▶ **Prompt**: If a line of the data below contains the string "Alemania", count it, then state the total alone.

▶ **Data under study**:
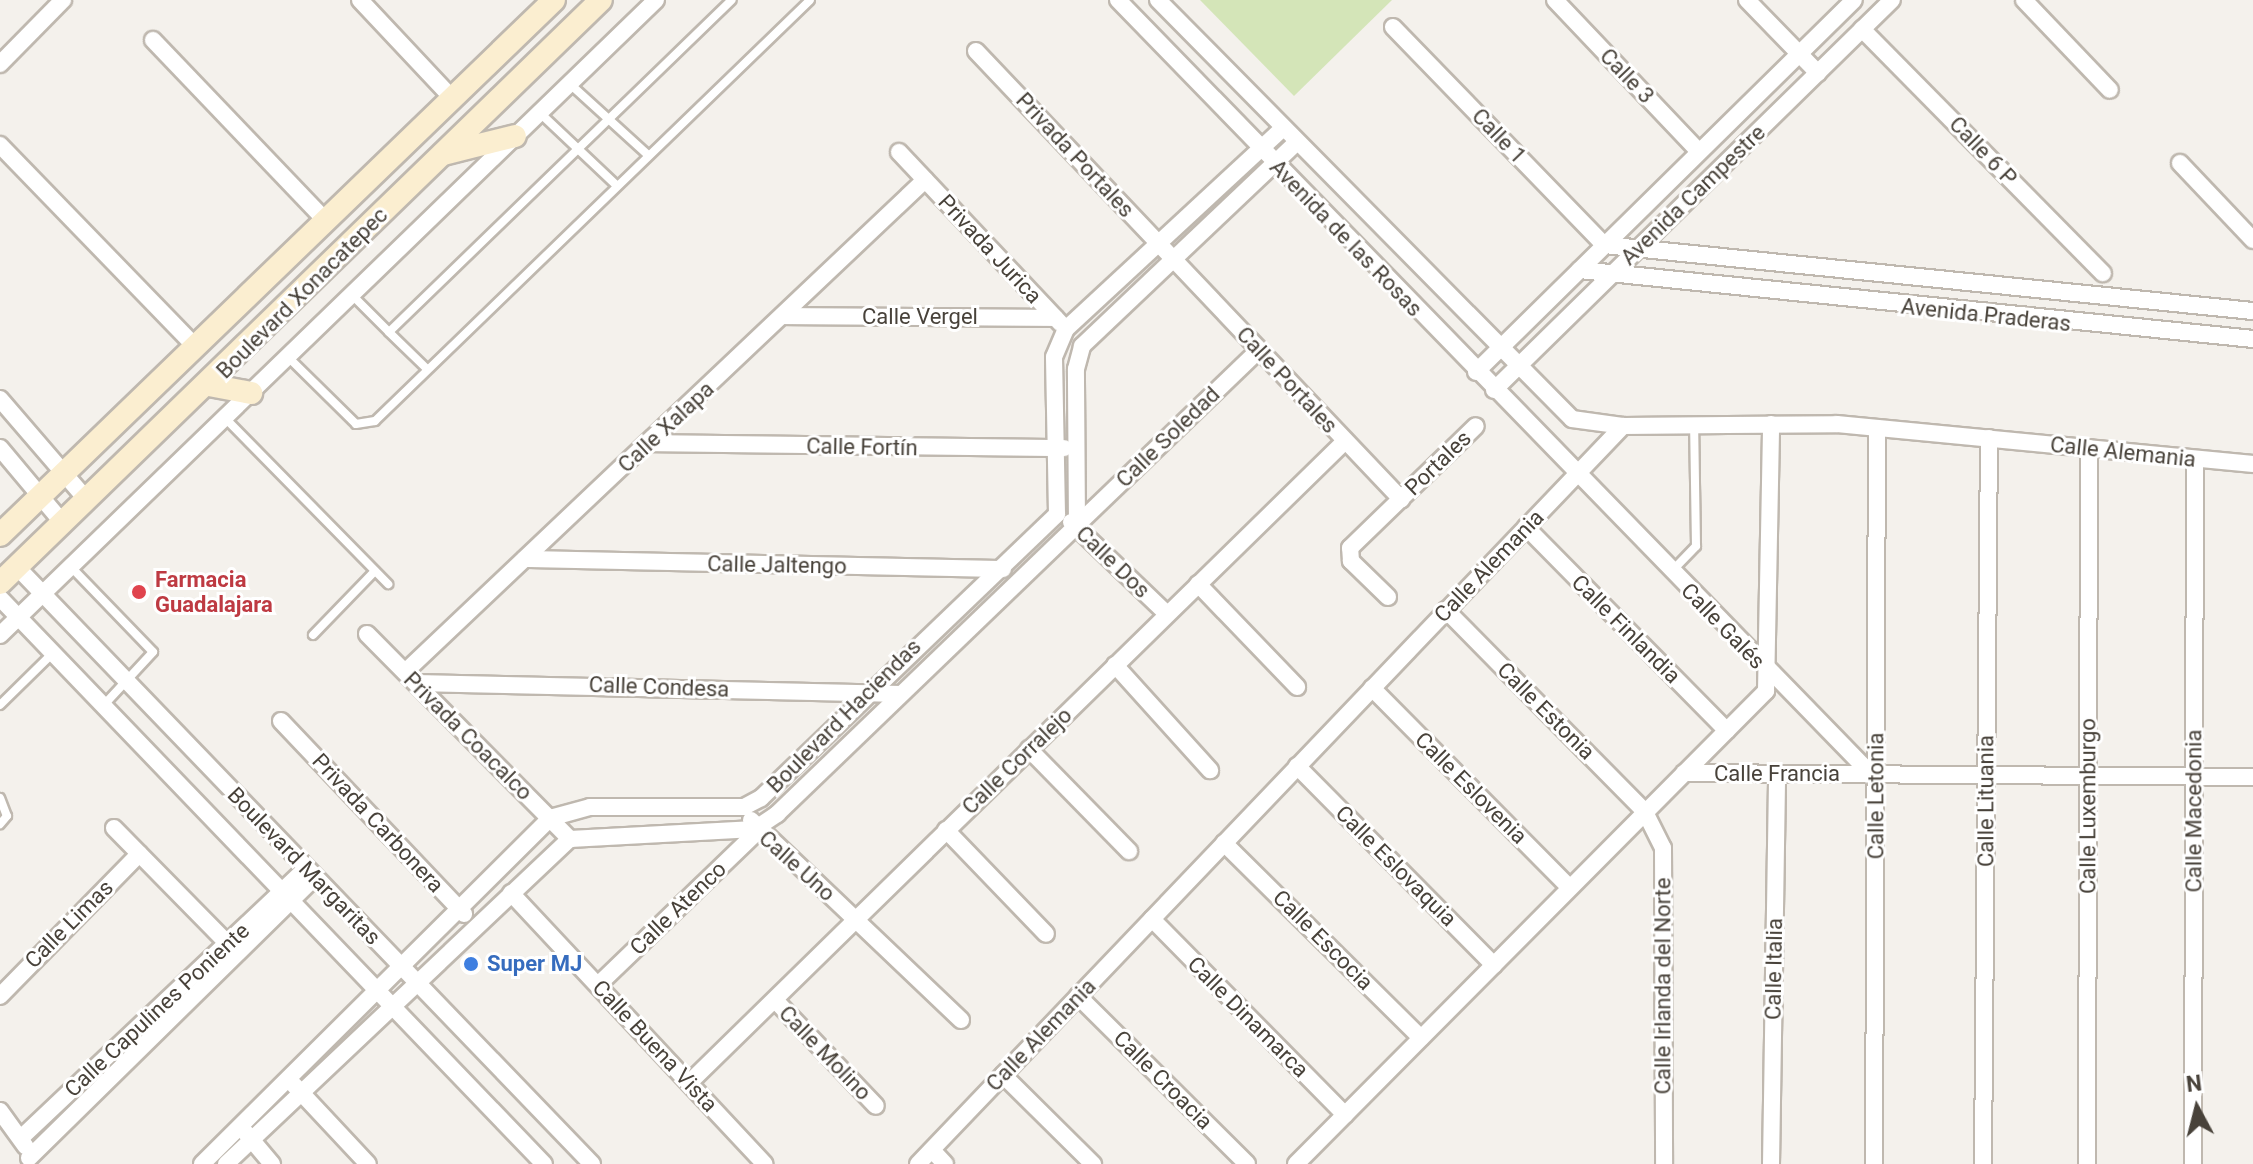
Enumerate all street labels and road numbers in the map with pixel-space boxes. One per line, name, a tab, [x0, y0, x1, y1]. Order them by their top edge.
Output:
street label: Calle 3	[1594, 43, 1660, 109]
street label: Privada Portales	[1011, 87, 1139, 223]
street label: Calle 1	[1466, 103, 1532, 169]
street label: Calle 6 P	[1944, 111, 2022, 191]
street label: Avenida Campestre	[1615, 119, 1771, 271]
street label: Avenida de las Rosas	[1264, 154, 1428, 322]
street label: Privada Jurica	[933, 189, 1047, 309]
street label: Boulevard Xonacatepec	[211, 202, 393, 384]
street label: Avenida Praderas	[1900, 293, 2072, 337]
street label: Calle Vergel	[862, 304, 978, 330]
street label: Calle Portales	[1231, 321, 1343, 439]
street label: Calle Xalapa	[613, 376, 719, 478]
street label: Calle Soledad	[1111, 381, 1225, 493]
street label: Portales	[1399, 425, 1477, 501]
street label: Calle Alemania	[2049, 431, 2197, 473]
street label: Calle Fortín	[806, 433, 918, 461]
street label: Calle Alemania	[1429, 504, 1549, 628]
street label: Calle Dos	[1071, 520, 1155, 604]
street label: Calle Jaltengo	[707, 551, 847, 579]
street label: Calle Finlandia	[1566, 569, 1686, 689]
street label: Calle Galés	[1675, 577, 1771, 675]
street label: Boulevard Haciendas	[762, 634, 926, 798]
street label: Calle Estonia	[1492, 657, 1600, 765]
street label: Privada Coacalco	[398, 666, 538, 806]
street label: Calle Condesa	[588, 671, 730, 703]
street label: Calle Corralejo	[957, 702, 1077, 820]
street label: Calle Luxemburgo	[2075, 718, 2101, 894]
street label: Calle Eslovenia	[1410, 727, 1532, 849]
street label: Calle Macedonia	[2181, 730, 2207, 892]
street label: Calle Letonia	[1863, 733, 1889, 859]
street label: Calle Lituania	[1973, 735, 1999, 867]
street label: Privada Carbonera	[307, 748, 449, 898]
street label: Calle Francia	[1714, 761, 1840, 787]
street label: Boulevard Margaritas	[222, 782, 386, 950]
street label: Calle Eslovaquia	[1330, 800, 1462, 932]
street label: Calle Uno	[754, 825, 840, 907]
street label: Calle Atenco	[624, 856, 732, 960]
street label: Calle Limas	[19, 874, 119, 974]
street label: Calle Irlanda del Norte	[1650, 878, 1676, 1094]
street label: Calle Escocia	[1267, 884, 1379, 996]
street label: Calle Capulines Poniente	[59, 918, 255, 1102]
street label: Calle Italia	[1760, 918, 1788, 1020]
street label: Calle Dinamarca	[1182, 951, 1314, 1083]
street label: Calle Alemania	[981, 973, 1101, 1097]
street label: Calle Buena Vista	[587, 974, 723, 1118]
street label: Calle Molino	[773, 1000, 877, 1106]
street label: Calle Croacia	[1108, 1025, 1218, 1135]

▶ **Answer section**: 3